* [Problem requirements]:
Whenever a line in the entries below contains the string "stream", copy that line.

* [Data records]:

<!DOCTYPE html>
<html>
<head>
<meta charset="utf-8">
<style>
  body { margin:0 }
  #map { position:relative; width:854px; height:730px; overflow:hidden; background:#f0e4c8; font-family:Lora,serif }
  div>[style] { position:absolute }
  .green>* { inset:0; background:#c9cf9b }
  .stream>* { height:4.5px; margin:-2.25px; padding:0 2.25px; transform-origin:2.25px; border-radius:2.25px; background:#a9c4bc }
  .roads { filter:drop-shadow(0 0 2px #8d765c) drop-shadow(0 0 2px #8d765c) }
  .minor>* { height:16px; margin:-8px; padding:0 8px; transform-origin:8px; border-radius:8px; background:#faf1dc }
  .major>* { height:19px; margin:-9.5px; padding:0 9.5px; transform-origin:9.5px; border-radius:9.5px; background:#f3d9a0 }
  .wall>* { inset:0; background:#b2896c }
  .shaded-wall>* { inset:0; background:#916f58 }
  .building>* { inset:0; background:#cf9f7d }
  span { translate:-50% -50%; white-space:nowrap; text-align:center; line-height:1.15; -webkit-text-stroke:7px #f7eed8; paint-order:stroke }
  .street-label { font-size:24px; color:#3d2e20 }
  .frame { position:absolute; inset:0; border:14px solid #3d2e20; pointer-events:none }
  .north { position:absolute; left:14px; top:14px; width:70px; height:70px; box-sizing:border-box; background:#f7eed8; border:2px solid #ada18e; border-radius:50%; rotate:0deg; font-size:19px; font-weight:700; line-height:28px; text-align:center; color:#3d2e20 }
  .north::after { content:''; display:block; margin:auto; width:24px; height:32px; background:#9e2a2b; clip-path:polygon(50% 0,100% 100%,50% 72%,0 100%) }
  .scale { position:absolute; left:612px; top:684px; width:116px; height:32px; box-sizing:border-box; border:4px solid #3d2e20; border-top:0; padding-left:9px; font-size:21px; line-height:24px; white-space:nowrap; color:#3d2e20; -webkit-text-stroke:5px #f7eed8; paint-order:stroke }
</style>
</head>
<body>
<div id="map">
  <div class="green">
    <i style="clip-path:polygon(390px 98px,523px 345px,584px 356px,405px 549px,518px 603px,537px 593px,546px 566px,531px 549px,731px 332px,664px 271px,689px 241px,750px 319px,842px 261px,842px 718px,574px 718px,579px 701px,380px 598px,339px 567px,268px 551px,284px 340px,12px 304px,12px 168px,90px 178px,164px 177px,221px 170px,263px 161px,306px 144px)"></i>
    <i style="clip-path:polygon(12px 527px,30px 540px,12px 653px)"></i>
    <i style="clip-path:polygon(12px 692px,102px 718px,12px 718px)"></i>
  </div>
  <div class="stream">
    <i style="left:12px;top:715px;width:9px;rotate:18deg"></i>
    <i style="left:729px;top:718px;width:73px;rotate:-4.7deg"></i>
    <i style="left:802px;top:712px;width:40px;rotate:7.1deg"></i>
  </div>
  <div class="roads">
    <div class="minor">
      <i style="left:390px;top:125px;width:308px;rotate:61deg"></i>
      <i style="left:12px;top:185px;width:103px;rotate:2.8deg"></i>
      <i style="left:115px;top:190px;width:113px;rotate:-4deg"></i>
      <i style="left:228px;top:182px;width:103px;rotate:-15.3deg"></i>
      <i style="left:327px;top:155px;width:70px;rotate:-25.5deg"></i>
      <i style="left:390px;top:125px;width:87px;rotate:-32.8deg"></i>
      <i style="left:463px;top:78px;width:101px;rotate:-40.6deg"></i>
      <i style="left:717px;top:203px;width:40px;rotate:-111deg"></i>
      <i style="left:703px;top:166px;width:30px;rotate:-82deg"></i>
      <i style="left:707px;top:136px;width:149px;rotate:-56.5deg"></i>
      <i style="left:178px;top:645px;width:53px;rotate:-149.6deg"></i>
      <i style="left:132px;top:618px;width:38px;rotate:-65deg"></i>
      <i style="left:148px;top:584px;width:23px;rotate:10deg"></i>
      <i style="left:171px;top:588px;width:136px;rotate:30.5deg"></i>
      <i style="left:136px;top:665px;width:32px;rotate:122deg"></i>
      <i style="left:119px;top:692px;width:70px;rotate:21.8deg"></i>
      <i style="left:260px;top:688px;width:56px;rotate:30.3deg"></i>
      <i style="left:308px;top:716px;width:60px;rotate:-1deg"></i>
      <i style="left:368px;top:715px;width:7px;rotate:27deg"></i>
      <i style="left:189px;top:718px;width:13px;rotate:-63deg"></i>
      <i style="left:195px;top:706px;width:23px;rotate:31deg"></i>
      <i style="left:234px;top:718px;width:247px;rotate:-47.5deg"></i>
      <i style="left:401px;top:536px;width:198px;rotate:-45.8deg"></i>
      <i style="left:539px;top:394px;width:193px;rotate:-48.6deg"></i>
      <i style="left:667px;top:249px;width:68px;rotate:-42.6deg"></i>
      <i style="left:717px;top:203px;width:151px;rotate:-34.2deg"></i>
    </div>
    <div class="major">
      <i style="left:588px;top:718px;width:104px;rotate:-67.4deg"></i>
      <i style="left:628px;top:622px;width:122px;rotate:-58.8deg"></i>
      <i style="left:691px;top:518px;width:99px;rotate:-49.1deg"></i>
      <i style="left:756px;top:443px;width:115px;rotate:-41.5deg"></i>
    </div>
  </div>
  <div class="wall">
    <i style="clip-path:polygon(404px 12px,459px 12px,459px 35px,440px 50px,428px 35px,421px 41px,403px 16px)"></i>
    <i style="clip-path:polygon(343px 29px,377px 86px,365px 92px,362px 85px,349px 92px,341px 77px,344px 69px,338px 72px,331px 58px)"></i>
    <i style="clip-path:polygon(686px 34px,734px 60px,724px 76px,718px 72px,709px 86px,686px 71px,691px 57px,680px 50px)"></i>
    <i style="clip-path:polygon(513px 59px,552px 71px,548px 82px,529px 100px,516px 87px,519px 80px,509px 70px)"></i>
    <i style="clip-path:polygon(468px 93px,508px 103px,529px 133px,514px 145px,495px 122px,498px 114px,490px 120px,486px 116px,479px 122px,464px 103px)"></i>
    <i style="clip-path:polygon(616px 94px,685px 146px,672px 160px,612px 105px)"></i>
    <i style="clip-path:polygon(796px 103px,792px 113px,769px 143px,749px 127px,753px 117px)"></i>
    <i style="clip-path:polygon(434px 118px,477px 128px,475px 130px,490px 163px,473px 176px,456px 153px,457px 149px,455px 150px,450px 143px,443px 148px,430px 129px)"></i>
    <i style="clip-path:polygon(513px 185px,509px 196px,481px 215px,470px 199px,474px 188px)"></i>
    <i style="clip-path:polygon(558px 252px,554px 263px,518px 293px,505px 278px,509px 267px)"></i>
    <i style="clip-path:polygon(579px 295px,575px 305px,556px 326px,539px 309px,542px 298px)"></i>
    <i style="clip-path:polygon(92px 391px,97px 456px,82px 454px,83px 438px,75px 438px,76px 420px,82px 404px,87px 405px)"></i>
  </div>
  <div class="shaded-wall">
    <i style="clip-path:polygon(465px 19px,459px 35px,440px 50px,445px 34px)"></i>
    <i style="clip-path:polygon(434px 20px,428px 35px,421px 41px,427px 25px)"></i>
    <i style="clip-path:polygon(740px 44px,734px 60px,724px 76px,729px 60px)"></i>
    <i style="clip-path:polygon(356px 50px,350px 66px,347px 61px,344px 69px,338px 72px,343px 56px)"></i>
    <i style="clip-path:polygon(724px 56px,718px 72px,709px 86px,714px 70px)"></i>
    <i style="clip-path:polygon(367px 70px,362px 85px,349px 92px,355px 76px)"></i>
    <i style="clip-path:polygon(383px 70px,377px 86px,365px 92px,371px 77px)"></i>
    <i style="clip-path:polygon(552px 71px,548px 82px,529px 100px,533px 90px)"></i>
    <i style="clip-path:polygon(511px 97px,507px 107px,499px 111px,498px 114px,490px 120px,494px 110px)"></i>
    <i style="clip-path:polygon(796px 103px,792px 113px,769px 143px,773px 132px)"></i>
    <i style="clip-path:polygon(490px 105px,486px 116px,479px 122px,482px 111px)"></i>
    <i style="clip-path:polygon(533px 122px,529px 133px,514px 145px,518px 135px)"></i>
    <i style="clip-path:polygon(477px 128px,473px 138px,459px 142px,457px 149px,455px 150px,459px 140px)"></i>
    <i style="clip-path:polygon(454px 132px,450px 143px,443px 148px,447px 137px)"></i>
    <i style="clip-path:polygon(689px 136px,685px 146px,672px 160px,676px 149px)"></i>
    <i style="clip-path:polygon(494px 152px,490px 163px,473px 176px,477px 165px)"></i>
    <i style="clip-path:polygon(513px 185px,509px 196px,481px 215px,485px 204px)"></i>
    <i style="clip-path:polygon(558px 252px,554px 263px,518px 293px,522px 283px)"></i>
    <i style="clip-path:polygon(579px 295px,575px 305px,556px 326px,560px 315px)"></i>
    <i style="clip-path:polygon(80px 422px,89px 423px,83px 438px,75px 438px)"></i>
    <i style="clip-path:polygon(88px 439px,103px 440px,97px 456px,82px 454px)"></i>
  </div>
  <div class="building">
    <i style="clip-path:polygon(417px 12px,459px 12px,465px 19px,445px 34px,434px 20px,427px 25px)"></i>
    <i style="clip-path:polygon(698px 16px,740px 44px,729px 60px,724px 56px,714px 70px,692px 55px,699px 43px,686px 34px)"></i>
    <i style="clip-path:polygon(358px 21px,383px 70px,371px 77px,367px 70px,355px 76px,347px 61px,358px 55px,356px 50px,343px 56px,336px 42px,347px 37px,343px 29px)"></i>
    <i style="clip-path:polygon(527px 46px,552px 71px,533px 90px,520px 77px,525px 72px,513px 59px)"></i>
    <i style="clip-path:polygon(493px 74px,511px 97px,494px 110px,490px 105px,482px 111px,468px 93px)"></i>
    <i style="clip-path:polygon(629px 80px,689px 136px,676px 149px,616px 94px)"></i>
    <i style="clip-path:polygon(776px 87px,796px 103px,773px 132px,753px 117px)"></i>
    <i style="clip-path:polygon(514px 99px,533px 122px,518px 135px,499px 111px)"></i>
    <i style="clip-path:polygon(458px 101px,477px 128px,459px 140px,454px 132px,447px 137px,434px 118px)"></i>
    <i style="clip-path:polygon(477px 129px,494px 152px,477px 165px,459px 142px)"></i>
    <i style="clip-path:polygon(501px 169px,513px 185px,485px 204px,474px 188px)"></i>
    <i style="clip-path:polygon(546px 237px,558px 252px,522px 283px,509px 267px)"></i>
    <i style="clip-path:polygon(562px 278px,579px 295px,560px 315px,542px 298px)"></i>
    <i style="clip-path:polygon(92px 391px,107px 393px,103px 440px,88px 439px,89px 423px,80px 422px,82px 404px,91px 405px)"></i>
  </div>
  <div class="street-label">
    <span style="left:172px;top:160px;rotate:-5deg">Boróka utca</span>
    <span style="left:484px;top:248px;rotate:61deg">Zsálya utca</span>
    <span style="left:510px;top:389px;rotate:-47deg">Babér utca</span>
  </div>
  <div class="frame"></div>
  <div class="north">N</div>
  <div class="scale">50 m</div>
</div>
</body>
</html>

* [Result]:
  .stream>* { height:4.5px; margin:-2.25px; padding:0 2.25px; transform-origin:2.25px; border-radius:2.25px; background:#a9c4bc }
  <div class="stream">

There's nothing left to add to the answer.